- **Exercise**:
Transcribe the data exactly. Pictures stay out.

*** Opening of The data ***

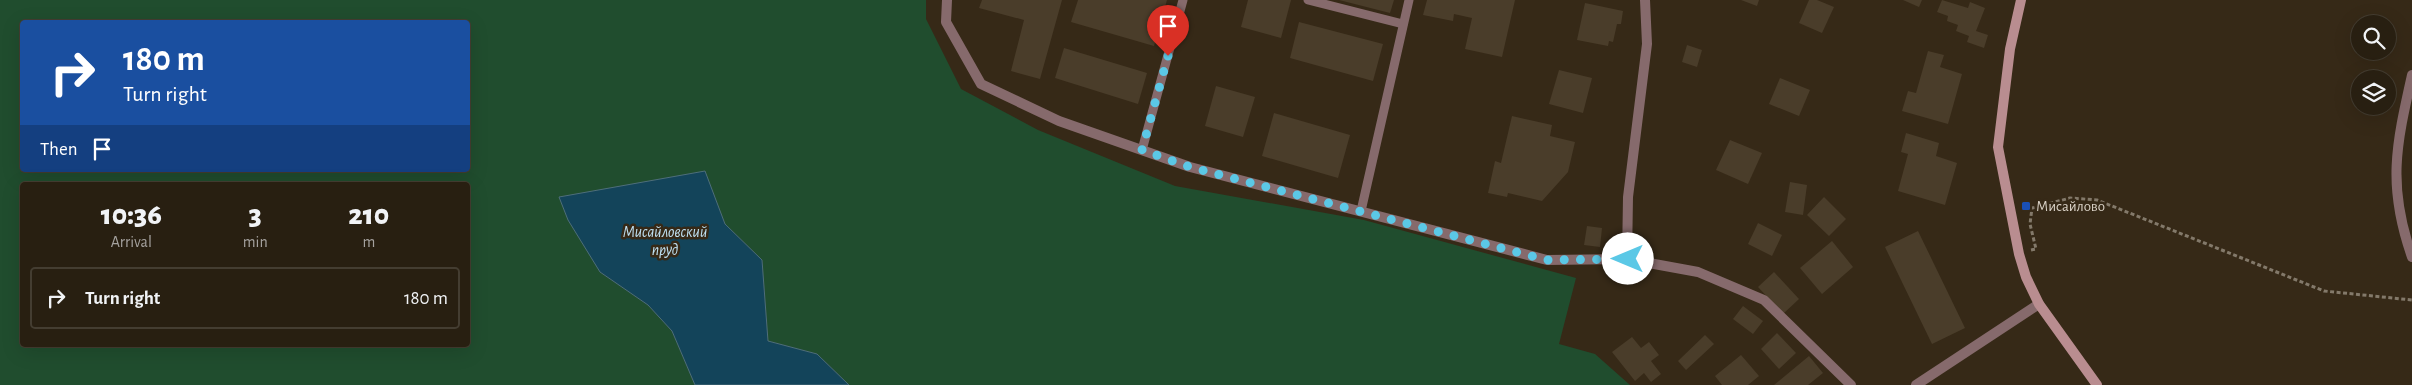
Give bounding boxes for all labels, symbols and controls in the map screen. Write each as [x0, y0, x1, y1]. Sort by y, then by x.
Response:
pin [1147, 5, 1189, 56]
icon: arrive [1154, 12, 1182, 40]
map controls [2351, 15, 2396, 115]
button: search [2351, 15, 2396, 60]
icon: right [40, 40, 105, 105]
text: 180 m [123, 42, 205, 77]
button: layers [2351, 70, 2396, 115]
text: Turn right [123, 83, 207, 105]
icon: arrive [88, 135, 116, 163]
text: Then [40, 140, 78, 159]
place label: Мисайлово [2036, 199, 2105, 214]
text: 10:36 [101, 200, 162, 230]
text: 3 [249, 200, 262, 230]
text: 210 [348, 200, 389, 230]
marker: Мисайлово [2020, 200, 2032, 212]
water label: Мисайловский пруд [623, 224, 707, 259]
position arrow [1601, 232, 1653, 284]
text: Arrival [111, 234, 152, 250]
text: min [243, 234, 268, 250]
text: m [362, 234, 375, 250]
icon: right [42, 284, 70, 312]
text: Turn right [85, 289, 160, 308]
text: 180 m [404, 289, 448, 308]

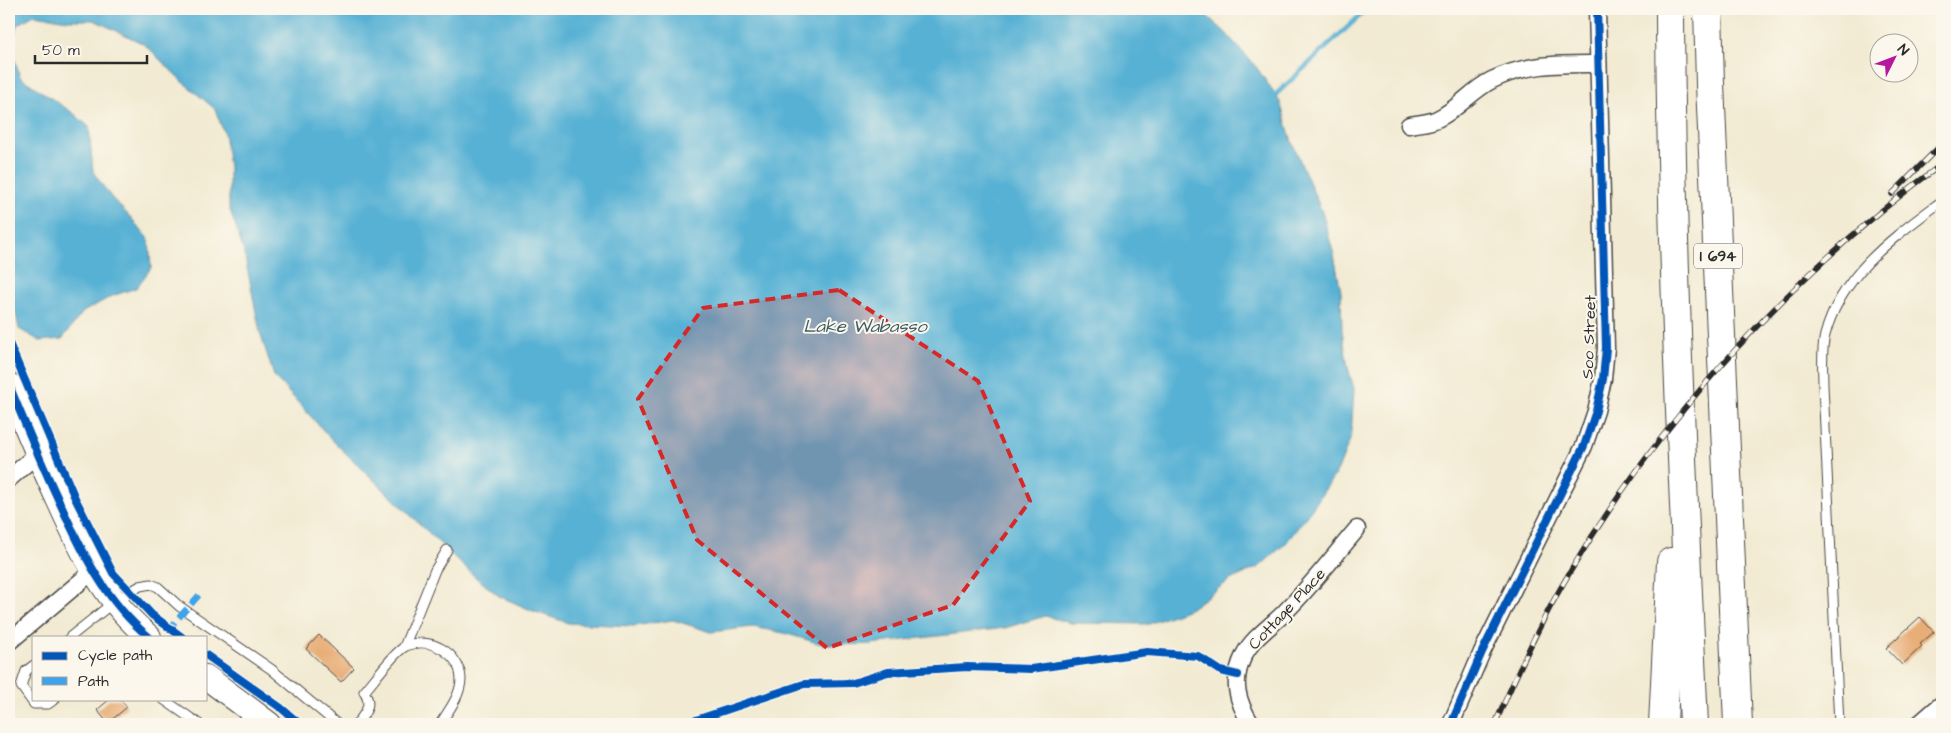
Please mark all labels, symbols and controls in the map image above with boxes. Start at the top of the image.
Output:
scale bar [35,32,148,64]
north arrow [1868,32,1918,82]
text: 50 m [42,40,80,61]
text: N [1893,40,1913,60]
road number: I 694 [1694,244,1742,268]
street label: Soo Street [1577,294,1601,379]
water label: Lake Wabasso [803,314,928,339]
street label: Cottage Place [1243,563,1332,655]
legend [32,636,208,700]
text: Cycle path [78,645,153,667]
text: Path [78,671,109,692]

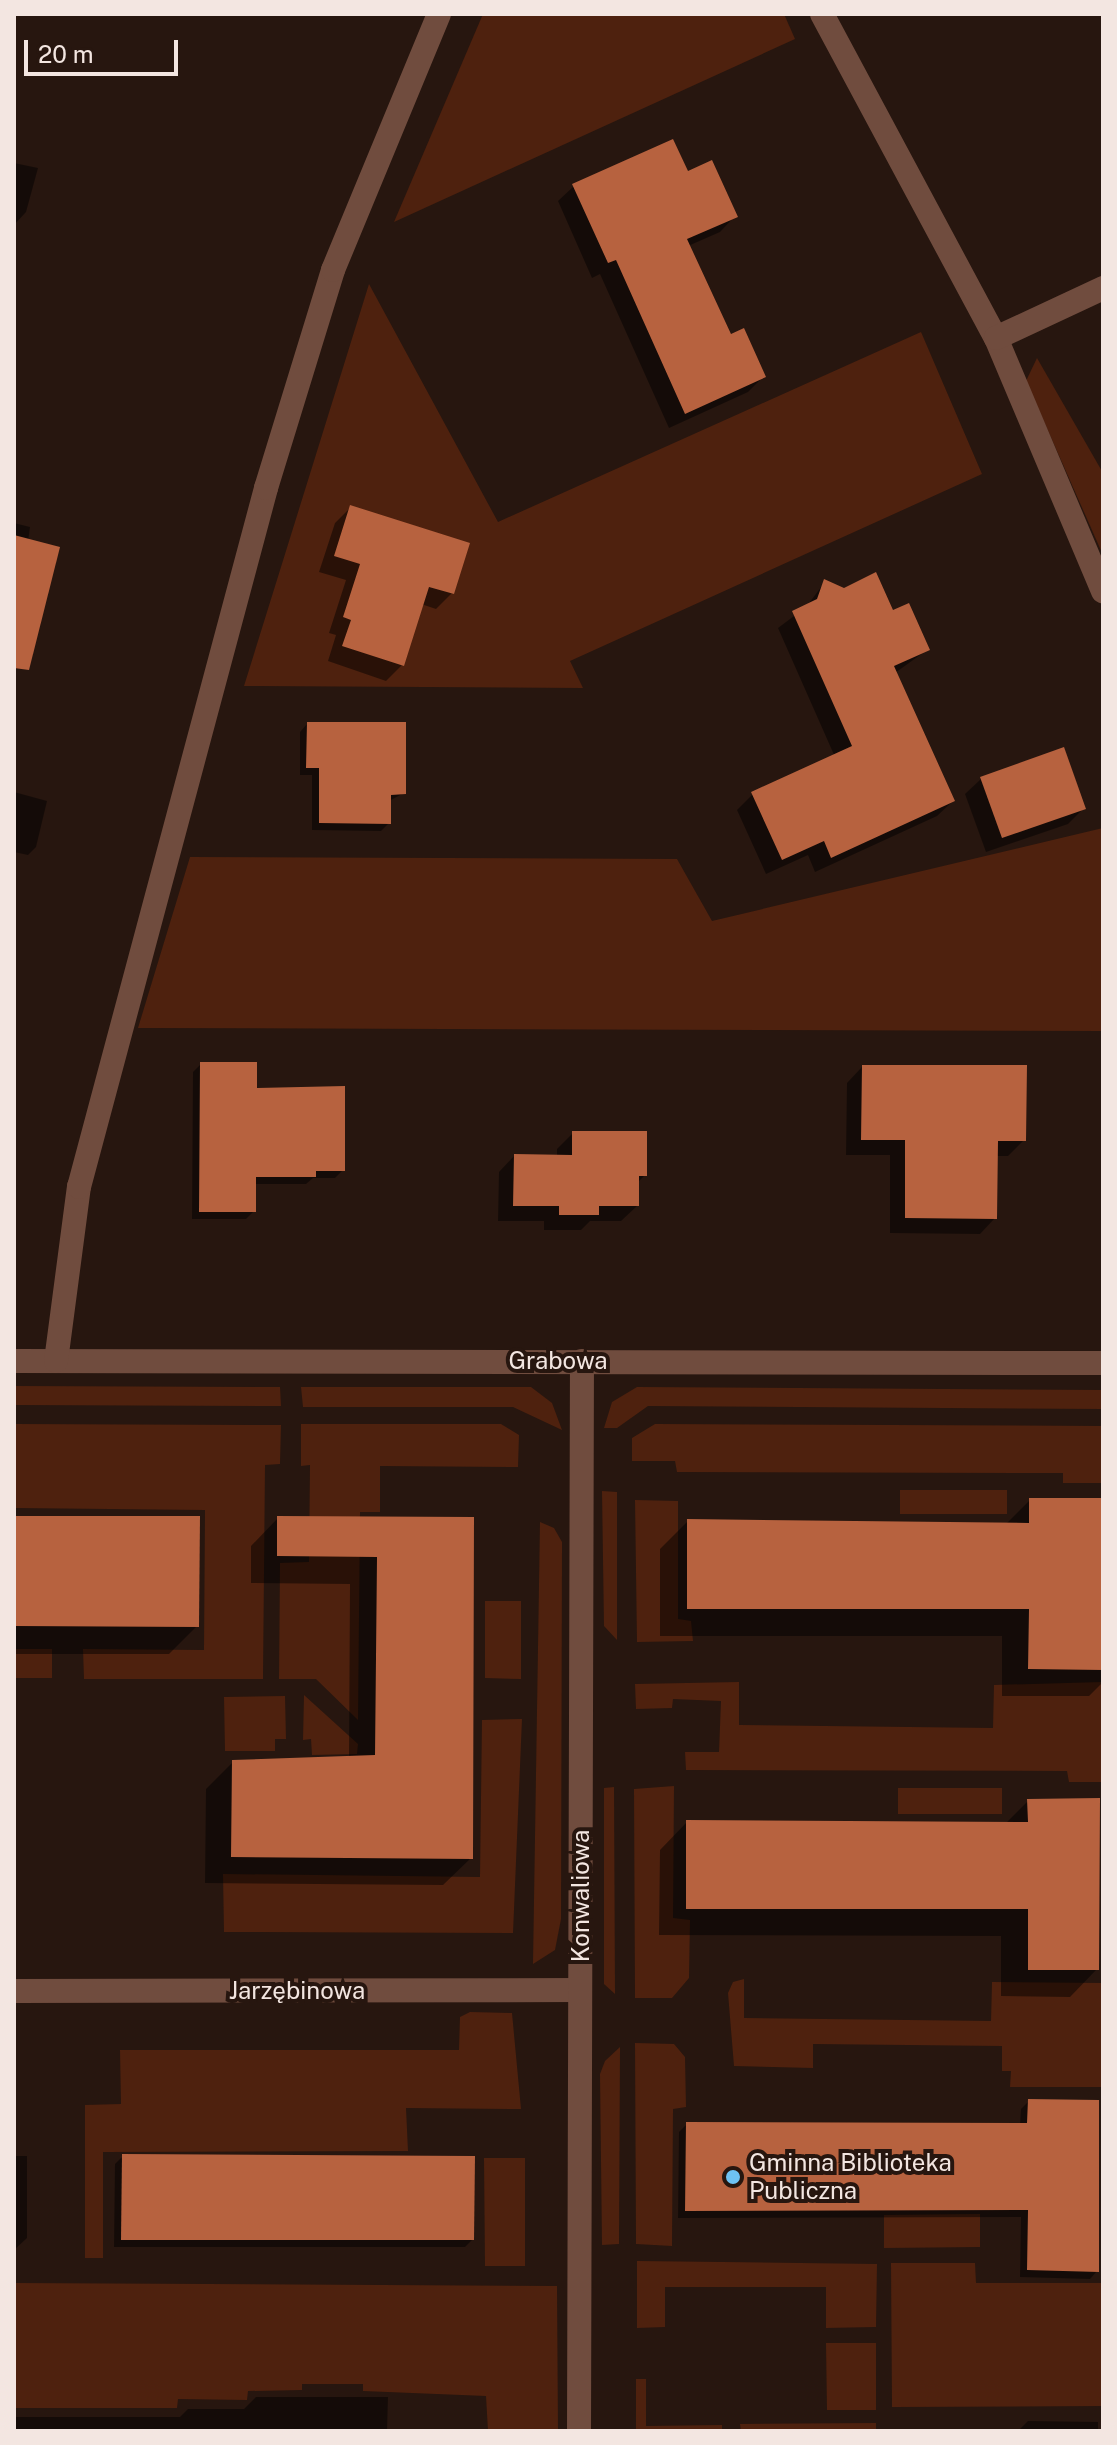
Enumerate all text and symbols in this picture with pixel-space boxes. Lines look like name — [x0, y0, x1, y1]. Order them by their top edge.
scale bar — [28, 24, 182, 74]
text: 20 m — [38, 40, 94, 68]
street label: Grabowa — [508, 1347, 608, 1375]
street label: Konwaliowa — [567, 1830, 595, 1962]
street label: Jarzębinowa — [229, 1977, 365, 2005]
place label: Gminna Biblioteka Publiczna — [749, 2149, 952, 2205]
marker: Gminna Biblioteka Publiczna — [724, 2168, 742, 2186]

*** Close of The data ***

- **Task response**:
Give bounding boxes for all labels, symbols and controls in the map screen. Write each as [x0, y0, x1, y1]. Sort by y, then by x.
Response:
pin [1147, 5, 1189, 56]
icon: arrive [1154, 12, 1182, 40]
map controls [2351, 15, 2396, 115]
button: search [2351, 15, 2396, 60]
icon: right [40, 40, 105, 105]
text: 180 m [123, 42, 205, 77]
button: layers [2351, 70, 2396, 115]
text: Turn right [123, 83, 207, 105]
icon: arrive [88, 135, 116, 163]
text: Then [40, 140, 78, 159]
place label: Мисайлово [2036, 199, 2105, 214]
text: 10:36 [101, 200, 162, 230]
text: 3 [249, 200, 262, 230]
text: 210 [348, 200, 389, 230]
marker: Мисайлово [2020, 200, 2032, 212]
water label: Мисайловский пруд [623, 224, 707, 259]
position arrow [1601, 232, 1653, 284]
text: Arrival [111, 234, 152, 250]
text: min [243, 234, 268, 250]
text: m [362, 234, 375, 250]
icon: right [42, 284, 70, 312]
text: Turn right [85, 289, 160, 308]
text: 180 m [404, 289, 448, 308]

Please mark all labels, symbols and controls in the map image above with boxes. Start at the top of the image.
Output:
scale bar [35,32,148,64]
north arrow [1868,32,1918,82]
text: 50 m [42,40,80,61]
text: N [1893,40,1913,60]
road number: I 694 [1694,244,1742,268]
street label: Soo Street [1577,294,1601,379]
water label: Lake Wabasso [803,314,928,339]
street label: Cottage Place [1243,563,1332,655]
legend [32,636,208,700]
text: Cycle path [78,645,153,667]
text: Path [78,671,109,692]

Enumerate all text and symbols in this picture with pixel-space boxes. Lines look like name — [x0, y0, x1, y1]. Order them by their top edge.
scale bar — [28, 24, 182, 74]
text: 20 m — [38, 40, 94, 68]
street label: Grabowa — [508, 1347, 608, 1375]
street label: Konwaliowa — [567, 1830, 595, 1962]
street label: Jarzębinowa — [229, 1977, 365, 2005]
place label: Gminna Biblioteka Publiczna — [749, 2149, 952, 2205]
marker: Gminna Biblioteka Publiczna — [724, 2168, 742, 2186]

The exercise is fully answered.